++++ DATASET ENTRIES

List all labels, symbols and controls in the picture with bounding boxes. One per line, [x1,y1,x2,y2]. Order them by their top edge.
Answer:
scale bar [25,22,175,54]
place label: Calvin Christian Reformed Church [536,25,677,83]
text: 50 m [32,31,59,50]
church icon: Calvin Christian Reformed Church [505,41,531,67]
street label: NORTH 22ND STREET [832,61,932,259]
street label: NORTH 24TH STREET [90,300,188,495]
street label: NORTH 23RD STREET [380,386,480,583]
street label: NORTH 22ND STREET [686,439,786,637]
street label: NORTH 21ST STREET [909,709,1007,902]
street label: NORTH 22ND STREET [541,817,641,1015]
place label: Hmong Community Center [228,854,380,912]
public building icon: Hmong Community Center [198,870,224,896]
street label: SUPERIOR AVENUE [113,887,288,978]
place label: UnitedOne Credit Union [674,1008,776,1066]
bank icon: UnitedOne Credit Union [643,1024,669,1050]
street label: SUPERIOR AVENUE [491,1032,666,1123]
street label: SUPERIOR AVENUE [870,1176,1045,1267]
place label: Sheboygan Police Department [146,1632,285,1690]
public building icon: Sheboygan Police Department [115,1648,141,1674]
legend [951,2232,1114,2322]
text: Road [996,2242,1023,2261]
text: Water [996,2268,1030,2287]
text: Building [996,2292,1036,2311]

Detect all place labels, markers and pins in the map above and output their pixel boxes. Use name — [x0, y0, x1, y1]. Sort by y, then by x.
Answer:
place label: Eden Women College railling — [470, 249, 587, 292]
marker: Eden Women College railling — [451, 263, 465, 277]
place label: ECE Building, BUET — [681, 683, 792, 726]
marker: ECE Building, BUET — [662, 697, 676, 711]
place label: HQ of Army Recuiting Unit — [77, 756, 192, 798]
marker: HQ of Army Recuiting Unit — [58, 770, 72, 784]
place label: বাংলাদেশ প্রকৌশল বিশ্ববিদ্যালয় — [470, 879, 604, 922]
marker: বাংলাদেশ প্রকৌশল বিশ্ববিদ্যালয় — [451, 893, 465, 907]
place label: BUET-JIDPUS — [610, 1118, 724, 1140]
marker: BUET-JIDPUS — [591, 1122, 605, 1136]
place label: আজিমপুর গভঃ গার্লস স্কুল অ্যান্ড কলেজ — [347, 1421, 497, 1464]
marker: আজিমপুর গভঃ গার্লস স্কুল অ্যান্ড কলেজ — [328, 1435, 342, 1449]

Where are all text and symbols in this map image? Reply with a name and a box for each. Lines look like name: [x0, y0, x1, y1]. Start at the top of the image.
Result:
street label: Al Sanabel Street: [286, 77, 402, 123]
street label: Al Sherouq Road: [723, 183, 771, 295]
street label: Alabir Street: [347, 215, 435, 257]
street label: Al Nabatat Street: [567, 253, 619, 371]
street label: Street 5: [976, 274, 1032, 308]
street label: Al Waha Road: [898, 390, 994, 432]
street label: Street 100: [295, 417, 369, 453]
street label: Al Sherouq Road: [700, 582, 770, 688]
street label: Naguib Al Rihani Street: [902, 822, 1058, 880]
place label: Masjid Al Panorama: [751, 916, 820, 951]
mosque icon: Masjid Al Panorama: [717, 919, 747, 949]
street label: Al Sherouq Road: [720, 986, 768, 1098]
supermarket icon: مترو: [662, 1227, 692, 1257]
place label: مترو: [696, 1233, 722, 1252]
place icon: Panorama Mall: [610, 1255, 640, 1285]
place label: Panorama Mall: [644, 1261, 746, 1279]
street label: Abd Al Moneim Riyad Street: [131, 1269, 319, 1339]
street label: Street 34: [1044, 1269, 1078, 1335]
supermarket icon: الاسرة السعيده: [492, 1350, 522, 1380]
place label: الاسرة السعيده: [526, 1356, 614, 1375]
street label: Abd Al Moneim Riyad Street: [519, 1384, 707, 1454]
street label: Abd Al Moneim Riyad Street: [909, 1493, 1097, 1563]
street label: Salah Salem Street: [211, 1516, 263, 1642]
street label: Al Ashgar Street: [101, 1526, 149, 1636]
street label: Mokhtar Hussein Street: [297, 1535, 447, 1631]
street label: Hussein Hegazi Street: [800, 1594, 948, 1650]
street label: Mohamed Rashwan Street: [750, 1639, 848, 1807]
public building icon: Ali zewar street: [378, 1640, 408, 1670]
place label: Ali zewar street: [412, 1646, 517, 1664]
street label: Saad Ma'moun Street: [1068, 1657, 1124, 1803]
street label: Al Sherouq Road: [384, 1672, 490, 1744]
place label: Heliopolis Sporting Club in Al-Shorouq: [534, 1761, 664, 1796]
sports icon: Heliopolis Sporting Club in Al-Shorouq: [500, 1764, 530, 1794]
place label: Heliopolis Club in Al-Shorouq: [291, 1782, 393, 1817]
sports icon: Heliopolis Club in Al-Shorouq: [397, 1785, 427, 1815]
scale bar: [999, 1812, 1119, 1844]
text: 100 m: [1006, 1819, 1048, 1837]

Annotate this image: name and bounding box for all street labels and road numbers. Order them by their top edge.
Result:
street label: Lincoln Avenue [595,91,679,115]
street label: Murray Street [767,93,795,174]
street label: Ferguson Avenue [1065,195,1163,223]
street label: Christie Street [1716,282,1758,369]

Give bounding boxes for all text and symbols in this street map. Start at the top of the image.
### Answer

++++++++

:: EXERCISE DIRECTIONS ::
Scan the material above for the string "them" and return the lines that hold it.

:: ANSWER TO THE EXERCISE ::
List all labels, symbols and controls in the picture with bounding boxes. One per line, [x1,y1,x2,y2]. Order them by their top edge.
Annotate this image: name and bounding box for all street labels and road numbers. Order them by their top edge.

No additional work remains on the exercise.